THE TASK: In the material below, identify each line bearing the word "linecap". Reproduce those lines.
▬▬▬
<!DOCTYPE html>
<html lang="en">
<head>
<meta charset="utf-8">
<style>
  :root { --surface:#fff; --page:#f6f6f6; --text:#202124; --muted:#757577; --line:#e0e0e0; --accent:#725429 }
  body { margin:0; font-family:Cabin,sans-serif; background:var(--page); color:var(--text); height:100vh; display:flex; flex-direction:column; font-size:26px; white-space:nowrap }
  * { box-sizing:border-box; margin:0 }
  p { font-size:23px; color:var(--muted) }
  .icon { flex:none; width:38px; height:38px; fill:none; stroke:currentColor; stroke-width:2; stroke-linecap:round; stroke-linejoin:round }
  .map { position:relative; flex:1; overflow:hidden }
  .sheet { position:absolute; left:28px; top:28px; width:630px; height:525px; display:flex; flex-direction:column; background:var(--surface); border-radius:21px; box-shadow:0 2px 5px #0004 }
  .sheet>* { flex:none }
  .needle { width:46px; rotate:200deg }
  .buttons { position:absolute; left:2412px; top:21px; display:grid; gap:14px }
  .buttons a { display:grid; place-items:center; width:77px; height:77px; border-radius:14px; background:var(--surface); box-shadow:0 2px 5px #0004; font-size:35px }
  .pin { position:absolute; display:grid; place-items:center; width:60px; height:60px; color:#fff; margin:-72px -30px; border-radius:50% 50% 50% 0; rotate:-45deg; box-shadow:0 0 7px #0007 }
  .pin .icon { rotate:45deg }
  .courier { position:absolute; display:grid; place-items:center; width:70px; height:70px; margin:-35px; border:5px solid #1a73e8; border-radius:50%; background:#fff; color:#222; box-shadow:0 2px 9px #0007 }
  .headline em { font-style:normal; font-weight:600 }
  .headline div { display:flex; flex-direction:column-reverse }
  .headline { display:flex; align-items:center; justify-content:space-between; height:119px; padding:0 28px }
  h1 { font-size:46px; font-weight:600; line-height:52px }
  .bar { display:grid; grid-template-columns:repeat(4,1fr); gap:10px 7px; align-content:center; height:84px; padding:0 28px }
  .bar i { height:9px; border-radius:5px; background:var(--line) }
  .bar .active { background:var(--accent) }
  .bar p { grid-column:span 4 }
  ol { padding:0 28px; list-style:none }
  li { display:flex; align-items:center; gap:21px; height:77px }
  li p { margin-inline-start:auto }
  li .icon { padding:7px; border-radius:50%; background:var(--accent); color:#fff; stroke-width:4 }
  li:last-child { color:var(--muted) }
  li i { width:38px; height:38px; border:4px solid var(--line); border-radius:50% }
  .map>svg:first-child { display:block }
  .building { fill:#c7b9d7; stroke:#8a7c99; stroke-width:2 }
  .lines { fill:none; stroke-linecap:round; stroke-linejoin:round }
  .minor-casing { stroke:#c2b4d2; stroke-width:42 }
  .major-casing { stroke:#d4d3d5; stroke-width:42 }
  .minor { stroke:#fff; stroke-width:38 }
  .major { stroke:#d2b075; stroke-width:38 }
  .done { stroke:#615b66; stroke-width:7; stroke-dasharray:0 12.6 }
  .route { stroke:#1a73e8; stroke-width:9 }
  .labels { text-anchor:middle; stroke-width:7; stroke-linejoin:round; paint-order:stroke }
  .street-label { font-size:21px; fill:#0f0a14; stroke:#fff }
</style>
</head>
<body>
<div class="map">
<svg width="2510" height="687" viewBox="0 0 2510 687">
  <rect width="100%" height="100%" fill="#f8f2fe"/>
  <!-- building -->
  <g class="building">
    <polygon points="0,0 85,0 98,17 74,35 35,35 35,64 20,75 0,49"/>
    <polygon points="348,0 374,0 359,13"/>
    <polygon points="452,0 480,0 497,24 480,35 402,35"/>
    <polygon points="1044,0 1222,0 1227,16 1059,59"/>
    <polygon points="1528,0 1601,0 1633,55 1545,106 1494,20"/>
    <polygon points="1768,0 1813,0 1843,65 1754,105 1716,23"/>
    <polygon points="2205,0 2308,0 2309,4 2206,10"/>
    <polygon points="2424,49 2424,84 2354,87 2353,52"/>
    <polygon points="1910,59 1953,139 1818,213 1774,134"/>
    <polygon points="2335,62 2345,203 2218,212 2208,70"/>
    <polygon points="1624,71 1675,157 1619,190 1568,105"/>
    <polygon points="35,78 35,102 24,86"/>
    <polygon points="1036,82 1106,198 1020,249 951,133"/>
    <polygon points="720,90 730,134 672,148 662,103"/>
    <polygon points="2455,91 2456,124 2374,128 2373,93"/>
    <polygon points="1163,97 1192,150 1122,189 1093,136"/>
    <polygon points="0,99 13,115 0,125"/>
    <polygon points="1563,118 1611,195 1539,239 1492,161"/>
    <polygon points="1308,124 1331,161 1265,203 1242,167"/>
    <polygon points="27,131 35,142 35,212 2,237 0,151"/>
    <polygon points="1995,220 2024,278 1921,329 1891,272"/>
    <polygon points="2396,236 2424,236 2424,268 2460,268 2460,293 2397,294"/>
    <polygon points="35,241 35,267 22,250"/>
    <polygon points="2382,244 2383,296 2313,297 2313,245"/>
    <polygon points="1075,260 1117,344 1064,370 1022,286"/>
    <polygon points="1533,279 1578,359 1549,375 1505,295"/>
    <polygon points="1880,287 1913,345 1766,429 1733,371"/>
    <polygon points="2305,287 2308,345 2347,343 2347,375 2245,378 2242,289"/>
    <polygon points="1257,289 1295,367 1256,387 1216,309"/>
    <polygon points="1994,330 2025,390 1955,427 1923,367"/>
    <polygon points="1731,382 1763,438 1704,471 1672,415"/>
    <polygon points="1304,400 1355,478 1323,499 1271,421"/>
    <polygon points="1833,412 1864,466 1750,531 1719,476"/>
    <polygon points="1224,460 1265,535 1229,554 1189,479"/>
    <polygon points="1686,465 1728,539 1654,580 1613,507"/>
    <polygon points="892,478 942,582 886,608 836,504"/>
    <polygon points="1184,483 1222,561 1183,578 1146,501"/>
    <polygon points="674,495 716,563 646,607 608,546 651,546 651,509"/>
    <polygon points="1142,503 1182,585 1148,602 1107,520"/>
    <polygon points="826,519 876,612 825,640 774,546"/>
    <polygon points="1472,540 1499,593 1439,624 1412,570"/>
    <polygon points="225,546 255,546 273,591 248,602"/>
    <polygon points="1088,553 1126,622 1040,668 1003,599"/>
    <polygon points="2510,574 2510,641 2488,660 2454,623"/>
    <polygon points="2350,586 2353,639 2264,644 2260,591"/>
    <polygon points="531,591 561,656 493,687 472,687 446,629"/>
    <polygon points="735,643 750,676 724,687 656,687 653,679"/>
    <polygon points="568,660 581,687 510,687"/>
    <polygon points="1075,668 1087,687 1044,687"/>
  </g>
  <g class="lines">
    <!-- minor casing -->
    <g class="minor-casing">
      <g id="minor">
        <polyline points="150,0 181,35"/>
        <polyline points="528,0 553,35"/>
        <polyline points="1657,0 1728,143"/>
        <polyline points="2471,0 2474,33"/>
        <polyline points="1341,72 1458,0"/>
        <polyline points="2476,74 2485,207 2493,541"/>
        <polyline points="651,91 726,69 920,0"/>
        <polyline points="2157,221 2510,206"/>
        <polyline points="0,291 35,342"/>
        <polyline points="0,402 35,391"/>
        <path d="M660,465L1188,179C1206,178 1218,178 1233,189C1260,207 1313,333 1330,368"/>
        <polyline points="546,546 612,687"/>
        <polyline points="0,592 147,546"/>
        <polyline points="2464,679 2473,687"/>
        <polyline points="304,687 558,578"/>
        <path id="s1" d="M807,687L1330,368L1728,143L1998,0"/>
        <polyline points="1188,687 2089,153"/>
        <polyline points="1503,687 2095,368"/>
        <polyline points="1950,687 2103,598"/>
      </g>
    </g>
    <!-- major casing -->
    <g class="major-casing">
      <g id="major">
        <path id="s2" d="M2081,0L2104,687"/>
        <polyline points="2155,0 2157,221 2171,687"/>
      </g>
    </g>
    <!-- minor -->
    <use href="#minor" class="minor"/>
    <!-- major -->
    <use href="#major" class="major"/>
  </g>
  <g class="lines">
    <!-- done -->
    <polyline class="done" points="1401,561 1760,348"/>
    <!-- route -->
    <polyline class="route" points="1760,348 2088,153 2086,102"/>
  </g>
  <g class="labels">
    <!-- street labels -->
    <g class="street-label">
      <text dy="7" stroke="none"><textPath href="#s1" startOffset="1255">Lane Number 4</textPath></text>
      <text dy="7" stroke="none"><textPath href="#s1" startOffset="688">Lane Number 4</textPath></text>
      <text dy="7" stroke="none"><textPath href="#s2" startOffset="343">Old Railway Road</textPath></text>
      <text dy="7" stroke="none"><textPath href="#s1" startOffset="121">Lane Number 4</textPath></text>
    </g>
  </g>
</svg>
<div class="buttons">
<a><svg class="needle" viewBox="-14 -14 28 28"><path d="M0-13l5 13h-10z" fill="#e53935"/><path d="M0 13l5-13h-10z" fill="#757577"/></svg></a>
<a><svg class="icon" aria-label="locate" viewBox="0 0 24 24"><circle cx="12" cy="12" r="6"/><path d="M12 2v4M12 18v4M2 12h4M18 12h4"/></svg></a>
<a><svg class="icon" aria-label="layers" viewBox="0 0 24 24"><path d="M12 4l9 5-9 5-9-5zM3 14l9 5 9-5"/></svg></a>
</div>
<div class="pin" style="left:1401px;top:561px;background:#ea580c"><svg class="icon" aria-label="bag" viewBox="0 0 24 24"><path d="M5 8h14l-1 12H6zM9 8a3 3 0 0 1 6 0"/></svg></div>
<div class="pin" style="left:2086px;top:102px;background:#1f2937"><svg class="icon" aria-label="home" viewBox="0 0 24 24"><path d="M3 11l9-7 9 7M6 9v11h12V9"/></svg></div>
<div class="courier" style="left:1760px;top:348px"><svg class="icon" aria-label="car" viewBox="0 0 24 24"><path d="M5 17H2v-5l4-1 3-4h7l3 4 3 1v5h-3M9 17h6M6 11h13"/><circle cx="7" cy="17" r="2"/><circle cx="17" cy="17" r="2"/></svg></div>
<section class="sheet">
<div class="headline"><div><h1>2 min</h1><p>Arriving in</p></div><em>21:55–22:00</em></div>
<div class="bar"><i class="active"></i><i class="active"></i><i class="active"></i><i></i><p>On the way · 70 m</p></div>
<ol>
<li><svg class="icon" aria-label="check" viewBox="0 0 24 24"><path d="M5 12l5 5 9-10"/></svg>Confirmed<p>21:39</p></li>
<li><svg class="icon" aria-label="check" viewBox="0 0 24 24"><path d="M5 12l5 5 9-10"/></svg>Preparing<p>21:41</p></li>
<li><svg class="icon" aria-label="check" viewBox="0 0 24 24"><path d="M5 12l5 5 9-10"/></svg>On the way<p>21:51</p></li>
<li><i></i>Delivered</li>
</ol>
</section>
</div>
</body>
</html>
▬▬▬
REPLY TO THE EXERCISE:
  .icon { flex:none; width:38px; height:38px; fill:none; stroke:currentColor; stroke-width:2; stroke-linecap:round; stroke-linejoin:round }
  .lines { fill:none; stroke-linecap:round; stroke-linejoin:round }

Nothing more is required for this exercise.